> Available data
== Segment start ==
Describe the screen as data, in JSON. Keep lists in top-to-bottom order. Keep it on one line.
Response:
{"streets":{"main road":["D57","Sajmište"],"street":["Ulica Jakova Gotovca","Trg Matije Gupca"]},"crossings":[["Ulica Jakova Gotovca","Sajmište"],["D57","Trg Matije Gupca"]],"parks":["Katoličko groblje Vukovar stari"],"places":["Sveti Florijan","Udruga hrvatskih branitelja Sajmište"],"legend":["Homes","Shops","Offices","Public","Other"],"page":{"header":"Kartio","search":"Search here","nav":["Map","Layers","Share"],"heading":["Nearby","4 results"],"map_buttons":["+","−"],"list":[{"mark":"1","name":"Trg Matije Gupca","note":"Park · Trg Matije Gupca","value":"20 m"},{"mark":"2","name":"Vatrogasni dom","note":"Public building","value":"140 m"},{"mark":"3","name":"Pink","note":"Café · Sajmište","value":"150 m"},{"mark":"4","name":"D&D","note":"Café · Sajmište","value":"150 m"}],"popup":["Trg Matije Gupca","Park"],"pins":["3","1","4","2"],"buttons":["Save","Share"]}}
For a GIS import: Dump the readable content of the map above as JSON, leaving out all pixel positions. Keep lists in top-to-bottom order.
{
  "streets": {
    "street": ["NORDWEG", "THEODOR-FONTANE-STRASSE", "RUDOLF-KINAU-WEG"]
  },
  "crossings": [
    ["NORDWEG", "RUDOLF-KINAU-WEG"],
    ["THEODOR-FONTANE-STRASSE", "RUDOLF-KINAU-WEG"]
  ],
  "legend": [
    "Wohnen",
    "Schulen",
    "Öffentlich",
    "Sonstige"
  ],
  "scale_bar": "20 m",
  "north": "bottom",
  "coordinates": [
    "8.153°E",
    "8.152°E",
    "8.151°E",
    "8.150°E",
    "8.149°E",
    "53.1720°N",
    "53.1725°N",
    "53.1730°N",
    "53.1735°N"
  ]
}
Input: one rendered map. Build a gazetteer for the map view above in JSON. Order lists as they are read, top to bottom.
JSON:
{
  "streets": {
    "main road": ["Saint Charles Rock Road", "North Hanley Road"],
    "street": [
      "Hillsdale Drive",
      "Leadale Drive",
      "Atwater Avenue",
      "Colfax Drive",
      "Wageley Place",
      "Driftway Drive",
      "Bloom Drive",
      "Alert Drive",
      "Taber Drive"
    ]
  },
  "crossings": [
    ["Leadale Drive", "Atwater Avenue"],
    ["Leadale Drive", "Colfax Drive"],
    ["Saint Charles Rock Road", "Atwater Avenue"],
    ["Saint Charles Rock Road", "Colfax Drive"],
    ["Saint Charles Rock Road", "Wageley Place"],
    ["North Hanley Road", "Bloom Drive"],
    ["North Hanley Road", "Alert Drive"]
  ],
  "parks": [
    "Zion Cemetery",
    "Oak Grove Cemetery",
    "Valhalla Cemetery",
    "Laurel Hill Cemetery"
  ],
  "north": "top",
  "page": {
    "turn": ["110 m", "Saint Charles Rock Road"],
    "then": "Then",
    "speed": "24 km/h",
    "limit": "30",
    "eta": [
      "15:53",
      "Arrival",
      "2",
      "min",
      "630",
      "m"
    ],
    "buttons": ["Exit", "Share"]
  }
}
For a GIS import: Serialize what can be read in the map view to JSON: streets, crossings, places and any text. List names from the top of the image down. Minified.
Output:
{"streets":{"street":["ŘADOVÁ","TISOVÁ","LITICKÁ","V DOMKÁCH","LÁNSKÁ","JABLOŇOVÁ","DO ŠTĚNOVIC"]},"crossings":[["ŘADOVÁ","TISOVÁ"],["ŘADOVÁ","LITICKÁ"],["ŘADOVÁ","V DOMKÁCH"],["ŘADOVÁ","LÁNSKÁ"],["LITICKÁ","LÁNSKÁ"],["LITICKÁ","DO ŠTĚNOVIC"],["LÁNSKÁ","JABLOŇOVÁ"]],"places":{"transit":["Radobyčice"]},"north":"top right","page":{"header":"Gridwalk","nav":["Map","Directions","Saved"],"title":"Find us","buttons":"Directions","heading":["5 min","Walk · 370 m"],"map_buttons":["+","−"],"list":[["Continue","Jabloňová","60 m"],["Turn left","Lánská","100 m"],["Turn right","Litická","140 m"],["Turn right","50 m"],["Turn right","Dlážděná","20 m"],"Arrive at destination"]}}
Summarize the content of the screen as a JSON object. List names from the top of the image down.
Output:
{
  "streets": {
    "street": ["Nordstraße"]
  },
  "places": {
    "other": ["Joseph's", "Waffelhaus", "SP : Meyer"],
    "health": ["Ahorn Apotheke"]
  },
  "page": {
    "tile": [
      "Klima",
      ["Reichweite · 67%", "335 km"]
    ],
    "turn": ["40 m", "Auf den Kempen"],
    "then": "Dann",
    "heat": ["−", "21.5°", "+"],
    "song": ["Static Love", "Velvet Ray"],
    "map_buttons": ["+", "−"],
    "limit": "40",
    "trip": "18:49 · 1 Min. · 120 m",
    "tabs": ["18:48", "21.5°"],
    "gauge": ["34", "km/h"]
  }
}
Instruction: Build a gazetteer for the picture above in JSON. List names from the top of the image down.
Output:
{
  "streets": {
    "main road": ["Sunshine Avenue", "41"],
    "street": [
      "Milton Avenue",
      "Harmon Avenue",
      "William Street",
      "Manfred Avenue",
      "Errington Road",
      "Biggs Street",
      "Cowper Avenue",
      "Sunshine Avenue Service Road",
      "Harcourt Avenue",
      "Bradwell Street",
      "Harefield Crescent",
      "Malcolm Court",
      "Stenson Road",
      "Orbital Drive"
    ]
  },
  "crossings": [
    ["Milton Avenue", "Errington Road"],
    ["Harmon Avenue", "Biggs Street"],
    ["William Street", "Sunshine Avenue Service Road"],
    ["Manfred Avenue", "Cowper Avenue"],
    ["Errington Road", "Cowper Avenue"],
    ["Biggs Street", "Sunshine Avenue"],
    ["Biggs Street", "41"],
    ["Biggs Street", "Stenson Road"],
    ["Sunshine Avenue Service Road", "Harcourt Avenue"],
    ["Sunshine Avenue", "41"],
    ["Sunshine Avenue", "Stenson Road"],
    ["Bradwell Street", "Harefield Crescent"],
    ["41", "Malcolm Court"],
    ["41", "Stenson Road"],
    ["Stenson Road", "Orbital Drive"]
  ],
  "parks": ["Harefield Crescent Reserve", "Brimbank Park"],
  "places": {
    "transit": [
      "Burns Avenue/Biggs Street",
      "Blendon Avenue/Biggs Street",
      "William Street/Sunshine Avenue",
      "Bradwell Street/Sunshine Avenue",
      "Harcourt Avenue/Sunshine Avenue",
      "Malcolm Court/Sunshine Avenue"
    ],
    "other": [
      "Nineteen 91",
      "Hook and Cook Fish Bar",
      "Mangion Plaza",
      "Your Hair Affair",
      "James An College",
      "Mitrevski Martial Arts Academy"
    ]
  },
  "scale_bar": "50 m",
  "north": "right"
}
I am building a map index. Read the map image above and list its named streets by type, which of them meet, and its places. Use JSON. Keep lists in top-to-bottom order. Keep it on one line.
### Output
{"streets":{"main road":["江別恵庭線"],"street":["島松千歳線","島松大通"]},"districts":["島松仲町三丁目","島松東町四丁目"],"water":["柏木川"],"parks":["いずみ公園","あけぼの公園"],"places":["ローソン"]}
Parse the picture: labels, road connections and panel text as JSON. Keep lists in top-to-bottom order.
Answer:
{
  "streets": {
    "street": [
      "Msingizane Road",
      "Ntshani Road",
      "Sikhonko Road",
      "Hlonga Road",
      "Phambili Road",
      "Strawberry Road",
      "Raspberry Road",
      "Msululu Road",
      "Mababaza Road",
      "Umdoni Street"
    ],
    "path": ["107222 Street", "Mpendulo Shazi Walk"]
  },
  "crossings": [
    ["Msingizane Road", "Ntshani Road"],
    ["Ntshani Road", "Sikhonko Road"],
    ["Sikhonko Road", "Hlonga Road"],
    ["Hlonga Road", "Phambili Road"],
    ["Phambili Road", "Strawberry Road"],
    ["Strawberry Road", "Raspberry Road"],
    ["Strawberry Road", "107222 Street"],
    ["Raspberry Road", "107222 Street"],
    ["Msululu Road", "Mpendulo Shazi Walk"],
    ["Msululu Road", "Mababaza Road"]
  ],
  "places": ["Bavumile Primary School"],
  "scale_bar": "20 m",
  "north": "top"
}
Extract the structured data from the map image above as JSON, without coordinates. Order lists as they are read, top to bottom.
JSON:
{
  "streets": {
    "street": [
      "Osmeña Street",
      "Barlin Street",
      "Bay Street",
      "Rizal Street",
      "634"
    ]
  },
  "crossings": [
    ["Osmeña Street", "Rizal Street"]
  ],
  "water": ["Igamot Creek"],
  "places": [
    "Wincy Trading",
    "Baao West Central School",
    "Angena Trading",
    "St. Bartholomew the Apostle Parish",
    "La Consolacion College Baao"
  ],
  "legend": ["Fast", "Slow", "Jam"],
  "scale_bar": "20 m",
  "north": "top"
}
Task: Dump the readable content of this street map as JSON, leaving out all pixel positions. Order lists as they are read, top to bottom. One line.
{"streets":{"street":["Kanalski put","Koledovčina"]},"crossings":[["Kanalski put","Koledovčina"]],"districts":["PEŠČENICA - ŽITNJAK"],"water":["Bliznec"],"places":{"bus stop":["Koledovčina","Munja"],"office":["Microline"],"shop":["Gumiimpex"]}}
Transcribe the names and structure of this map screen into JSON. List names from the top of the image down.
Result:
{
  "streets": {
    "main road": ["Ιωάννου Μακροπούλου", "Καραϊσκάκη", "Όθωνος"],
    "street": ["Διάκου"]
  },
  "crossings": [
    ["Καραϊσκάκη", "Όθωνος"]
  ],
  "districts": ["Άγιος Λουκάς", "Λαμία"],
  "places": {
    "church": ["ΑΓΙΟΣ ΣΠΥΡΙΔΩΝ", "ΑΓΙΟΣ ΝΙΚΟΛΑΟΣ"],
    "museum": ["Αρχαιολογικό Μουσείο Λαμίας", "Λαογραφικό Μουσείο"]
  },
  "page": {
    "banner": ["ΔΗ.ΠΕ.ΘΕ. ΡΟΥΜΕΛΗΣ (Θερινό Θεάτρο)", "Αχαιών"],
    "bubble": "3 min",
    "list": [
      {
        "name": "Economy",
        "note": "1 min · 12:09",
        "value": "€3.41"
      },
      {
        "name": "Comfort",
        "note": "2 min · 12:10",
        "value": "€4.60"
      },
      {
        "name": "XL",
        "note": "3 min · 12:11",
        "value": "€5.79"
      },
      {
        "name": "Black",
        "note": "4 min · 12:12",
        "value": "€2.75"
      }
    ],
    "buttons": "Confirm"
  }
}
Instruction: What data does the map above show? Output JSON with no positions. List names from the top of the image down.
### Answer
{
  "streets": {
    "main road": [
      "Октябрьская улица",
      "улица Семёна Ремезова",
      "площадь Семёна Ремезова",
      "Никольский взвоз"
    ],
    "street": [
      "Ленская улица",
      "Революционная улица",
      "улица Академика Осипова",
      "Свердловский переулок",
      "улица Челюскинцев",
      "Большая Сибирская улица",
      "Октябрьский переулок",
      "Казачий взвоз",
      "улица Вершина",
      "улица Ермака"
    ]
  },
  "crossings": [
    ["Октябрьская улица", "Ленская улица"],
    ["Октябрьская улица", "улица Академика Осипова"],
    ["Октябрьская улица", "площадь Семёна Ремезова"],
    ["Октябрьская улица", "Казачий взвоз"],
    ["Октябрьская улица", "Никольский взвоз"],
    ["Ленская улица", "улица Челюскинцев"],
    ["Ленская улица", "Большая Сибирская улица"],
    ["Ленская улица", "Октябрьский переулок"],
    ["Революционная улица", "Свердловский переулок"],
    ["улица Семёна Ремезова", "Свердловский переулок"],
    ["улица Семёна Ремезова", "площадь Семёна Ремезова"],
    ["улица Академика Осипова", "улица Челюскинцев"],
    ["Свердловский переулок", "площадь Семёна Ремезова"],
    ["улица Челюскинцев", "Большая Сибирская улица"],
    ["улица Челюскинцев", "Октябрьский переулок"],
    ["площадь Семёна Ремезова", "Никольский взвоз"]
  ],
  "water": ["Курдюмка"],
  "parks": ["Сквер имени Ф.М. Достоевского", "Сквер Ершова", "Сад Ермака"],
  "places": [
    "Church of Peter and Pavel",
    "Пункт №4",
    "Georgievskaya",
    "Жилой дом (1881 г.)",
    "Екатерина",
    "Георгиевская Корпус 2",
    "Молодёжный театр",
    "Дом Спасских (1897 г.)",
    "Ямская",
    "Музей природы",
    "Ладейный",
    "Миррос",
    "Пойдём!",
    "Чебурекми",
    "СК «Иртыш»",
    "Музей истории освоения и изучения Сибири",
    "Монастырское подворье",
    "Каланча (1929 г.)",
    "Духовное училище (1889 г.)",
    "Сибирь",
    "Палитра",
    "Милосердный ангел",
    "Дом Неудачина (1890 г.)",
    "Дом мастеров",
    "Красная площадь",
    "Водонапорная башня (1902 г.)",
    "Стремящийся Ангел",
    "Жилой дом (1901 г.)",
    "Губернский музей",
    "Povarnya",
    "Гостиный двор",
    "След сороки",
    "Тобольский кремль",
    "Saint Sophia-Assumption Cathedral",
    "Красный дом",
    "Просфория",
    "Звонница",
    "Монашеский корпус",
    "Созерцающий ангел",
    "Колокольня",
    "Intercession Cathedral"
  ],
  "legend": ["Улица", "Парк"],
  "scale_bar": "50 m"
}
== Segment end ==
> Exercise
Take from the listing above each line that contains the string "Alert".

> Result
      "Alert Drive",
    ["North Hanley Road", "Alert Drive"]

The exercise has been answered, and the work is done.